I was explaining the term "speed demon" to some students this morning. I drew a pink "speed demon" on the whiteboard." Later, a student amended the drawing, adding glasses and the name "Teacher" to the speed demon, and adding "scared" to the student.
I asked if the teacher was me. She said no, it was just an average teacher.
[daily log: walking, 7km]
I am not sure what people mean, exactly, when they say “speed demon,” and to different people it may mean slightly different things, depending on generation, maybe.
The dictionary says it is a Americanism, and I find from the Google Ngram corpus that it was likely coined in the 1900-1913 period (with the early rise of the automobile at the time, presumably not coincidentally). Its highest single-year usages were 1917, 1933, 1943, 1945, 1947, 1948, 1954, 1962 (and several more following its re-popularization in the 1990s), all of which double or triple the base usage rate of usage from the 1920s to present.

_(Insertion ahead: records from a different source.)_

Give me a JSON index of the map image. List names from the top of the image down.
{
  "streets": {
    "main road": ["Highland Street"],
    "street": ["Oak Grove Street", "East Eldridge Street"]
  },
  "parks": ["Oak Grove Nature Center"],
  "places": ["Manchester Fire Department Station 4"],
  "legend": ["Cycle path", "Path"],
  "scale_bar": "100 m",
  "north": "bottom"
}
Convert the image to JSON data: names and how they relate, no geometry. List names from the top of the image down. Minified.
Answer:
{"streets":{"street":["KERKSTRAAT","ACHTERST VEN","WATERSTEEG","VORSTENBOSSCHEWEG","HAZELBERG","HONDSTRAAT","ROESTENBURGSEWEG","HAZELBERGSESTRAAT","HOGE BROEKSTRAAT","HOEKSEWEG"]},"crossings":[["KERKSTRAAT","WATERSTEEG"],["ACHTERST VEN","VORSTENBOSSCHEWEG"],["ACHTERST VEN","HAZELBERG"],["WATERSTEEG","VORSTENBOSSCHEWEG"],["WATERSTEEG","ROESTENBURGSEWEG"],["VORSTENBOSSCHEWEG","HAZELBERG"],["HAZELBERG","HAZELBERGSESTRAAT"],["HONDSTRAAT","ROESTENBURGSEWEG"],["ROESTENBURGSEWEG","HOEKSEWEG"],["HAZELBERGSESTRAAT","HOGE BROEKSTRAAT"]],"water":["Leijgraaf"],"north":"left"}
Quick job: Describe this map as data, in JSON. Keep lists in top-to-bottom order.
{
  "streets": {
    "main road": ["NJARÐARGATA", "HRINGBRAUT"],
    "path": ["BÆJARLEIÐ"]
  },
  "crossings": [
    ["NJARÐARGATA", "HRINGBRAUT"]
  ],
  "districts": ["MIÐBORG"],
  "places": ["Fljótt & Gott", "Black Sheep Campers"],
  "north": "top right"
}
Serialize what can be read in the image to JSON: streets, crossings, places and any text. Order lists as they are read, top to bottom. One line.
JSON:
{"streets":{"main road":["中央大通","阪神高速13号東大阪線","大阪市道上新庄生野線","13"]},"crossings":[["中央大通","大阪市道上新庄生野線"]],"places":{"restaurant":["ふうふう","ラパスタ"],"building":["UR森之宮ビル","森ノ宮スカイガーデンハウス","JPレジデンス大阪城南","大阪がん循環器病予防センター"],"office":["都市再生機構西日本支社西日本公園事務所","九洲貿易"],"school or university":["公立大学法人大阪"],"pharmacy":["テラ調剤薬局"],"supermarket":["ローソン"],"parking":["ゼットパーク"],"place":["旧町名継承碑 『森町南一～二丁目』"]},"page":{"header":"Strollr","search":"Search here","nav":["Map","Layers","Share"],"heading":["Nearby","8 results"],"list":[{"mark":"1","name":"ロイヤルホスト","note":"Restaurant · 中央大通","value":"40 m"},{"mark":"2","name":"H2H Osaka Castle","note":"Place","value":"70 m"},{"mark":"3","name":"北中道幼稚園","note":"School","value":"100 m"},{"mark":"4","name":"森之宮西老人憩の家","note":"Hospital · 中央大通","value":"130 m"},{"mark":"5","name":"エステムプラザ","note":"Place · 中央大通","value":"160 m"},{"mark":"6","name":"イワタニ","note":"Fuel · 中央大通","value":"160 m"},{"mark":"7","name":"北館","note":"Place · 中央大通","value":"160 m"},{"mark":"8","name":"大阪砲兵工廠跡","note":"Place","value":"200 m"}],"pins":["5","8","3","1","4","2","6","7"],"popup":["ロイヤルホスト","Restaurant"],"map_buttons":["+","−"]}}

Ngram data for “Speed Demon”:
1913: First recorded use in the Google Books American English (AE) corpus: 1913. http://tinyurl.com/z7kbzgd
1929: First recorded use in the Google Books British English (BE) corpus: 1929. http://tinyurl.com/jesd5qu
At its BE peak, late 1940s to early 1950s, “speed demon” made appearances at a rate one quarter the rate in the AE corpus; at all other times after it begins appearing in BE (1930s on), the BE rate seems around one tenth the AE rate.
Following a huge jump in usage in 1917, the phrase stabilized by 1920 at a rate we can consider the base rate, as it is near the rate for the next century (i.e., to the present day).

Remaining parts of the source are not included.